Your instructions →
Copy every line below where the string "Cape" is found.

Data to use →
-=-=-
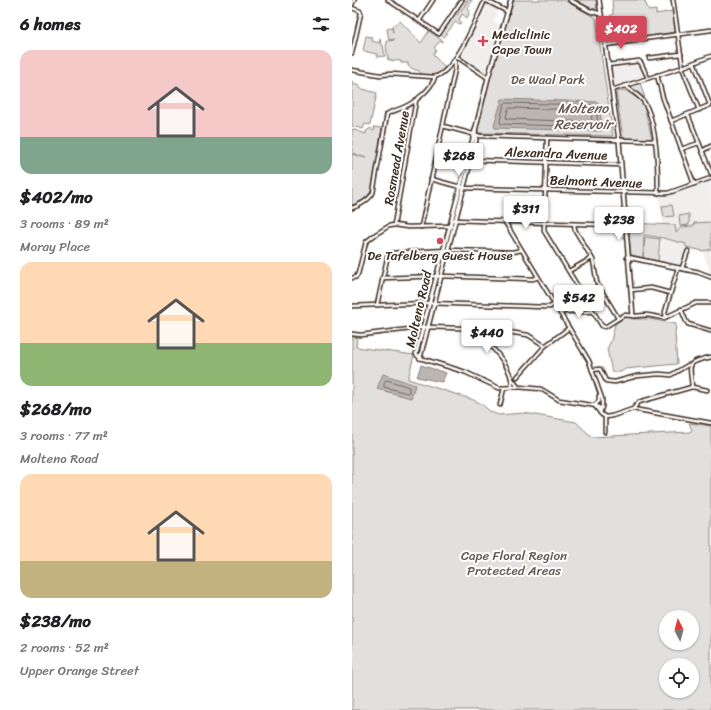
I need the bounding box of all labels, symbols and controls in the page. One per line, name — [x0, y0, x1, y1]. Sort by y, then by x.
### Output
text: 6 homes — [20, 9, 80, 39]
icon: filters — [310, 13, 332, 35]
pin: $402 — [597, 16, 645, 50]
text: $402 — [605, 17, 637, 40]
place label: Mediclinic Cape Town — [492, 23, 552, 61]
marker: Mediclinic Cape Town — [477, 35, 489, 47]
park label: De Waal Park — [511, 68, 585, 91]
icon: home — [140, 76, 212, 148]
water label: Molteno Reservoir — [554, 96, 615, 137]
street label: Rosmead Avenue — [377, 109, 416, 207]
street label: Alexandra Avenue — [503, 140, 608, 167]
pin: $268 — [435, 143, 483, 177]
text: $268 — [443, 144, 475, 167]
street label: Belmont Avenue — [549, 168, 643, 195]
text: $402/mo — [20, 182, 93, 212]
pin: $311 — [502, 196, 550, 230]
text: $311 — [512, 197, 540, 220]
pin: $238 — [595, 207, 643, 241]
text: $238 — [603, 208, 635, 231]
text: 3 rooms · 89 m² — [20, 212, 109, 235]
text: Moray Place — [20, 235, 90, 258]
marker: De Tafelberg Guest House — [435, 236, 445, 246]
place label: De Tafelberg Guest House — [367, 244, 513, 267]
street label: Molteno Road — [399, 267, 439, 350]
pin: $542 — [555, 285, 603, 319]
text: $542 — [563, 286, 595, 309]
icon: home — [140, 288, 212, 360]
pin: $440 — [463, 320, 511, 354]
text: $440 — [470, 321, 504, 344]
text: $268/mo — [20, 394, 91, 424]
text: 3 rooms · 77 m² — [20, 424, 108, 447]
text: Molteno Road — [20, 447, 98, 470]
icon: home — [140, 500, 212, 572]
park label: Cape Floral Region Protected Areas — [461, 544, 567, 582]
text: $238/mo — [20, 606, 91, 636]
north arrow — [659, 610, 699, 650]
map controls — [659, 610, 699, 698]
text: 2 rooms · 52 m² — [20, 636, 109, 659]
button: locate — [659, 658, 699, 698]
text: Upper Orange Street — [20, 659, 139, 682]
-=-=-
Your response →
place label: Mediclinic Cape Town — [492, 23, 552, 61]
marker: Mediclinic Cape Town — [477, 35, 489, 47]
park label: Cape Floral Region Protected Areas — [461, 544, 567, 582]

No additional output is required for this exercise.